From Topps to Bottom: Baseball Card Maker Goes Public as NFT Craze Stalls
Topps — best known for its baseball cards and Bazooka Joe gum — on Tuesday became the latest company to go public through an SPAC merger, with a $1.3 billion valuation.
And you could say it’s trending twice, because Topps is also one of the latest to venture into the boom in non-fungible tokens (NFTs). But the blockchain-based digital collectibles are looking less like a home run these days, plunging 70% in value from their February peak.
Swinging for the Digital Fences
Everyone from Taco Bell to Atari has jumped on the NFT bandwagon, and Topps’ chairman, former Disney CEO Michael Eisner, has made the shift to digital his company’s biggest priority:
- Topps has launched multiple online apps where people can trade collectibles.

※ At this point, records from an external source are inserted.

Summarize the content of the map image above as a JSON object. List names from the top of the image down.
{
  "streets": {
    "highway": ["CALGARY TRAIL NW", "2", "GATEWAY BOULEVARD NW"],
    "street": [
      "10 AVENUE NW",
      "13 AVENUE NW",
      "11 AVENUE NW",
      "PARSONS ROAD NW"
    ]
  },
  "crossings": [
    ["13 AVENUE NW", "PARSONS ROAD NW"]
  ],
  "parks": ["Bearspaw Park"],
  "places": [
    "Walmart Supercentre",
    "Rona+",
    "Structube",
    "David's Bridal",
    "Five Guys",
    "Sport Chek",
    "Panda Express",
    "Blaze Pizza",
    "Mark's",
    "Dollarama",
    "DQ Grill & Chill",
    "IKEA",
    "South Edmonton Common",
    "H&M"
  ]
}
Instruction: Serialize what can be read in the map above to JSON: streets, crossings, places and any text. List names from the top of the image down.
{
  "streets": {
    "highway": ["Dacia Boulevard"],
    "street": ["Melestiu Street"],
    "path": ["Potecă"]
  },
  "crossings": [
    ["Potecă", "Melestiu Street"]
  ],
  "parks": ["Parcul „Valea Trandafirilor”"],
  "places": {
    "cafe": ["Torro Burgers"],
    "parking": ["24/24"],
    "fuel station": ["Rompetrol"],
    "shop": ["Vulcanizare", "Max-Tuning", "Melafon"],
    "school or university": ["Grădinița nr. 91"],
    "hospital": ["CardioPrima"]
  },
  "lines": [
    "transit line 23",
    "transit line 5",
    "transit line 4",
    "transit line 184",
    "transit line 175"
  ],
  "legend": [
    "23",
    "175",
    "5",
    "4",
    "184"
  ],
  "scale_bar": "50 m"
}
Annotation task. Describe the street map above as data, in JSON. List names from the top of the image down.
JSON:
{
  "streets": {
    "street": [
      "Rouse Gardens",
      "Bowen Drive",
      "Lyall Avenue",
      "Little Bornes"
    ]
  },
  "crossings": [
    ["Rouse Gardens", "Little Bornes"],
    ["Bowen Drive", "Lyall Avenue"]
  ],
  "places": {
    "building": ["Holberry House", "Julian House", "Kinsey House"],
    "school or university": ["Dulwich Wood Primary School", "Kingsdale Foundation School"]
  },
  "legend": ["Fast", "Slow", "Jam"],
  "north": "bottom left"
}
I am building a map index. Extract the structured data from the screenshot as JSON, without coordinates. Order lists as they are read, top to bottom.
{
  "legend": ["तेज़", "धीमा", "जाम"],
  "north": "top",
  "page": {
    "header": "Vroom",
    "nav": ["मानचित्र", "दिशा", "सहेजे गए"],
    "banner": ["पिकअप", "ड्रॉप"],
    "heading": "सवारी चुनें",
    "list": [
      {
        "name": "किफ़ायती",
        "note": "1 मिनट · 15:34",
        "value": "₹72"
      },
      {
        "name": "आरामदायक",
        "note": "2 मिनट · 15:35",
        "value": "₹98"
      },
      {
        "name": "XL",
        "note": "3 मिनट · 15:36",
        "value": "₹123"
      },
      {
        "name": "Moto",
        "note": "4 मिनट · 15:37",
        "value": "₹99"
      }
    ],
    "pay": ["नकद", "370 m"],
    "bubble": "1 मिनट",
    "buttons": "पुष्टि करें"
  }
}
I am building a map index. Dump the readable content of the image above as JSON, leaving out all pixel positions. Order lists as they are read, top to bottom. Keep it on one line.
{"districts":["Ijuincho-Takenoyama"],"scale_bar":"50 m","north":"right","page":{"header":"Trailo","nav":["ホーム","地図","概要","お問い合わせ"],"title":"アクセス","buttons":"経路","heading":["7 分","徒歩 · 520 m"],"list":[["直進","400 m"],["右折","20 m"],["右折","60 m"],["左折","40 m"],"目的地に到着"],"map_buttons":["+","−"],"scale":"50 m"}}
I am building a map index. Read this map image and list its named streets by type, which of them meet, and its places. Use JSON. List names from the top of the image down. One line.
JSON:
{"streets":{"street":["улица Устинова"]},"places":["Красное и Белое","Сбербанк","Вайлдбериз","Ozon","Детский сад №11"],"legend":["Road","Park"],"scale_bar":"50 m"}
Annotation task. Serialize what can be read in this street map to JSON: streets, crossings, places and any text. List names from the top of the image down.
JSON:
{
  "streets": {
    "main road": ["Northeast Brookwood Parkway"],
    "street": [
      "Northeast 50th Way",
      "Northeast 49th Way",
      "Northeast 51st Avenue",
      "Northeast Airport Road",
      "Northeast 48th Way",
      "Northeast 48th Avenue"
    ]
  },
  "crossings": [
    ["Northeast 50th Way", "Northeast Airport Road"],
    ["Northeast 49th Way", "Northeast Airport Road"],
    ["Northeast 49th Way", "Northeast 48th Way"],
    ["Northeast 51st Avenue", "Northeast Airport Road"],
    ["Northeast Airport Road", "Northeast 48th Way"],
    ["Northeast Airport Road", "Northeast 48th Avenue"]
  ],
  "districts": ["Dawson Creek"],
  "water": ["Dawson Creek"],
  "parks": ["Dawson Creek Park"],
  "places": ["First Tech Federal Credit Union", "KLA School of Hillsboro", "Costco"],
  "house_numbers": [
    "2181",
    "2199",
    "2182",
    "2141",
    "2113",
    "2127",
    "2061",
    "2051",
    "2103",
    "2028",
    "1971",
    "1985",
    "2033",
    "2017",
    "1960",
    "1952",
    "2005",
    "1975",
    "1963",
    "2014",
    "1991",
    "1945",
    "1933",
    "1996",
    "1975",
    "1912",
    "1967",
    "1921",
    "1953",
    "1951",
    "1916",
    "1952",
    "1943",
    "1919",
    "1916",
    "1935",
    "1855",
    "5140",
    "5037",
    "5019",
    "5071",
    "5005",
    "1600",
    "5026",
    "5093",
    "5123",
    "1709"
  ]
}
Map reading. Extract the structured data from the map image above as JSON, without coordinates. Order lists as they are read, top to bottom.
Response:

And its “Topps Now” line — which sells cards of sports and pop culture moments for just 24 hours each — has been a hit: it sold 100,000 cards of the Bernie Sanders mittens meme earlier this year.
- “With blockchain we’re going to be able to participate in the secondary market,” Eisner told CNBC, of its adoption of NFTs. “Before we only participated when we put the analog cards out.”
With the digital wind in its sails, Topps’ net sales climbed 23% for a best-ever haul of $567 million last year.
NFTs Trending Downward: NFTs were the shiny new toy earlier this year, but they’re now trading at $1,256 on average, way down from above $4,000 in late February. Topps’ SPAC sponsor, however, said not to worry because it’s the core business that caught their eye.
“We really underwrote the investment just on the existing business,” said Jason Mudrick, whose Mudrick Capital is also leading a $250 million round. “That’s what’s so attractive about the opportunity, that you really get the upside of the NFTs for free.”
The Daily Upside is not yet available as an NFT, but if you’d like to today’s issue for $560,000 in cryptocurrency one can be drawn up.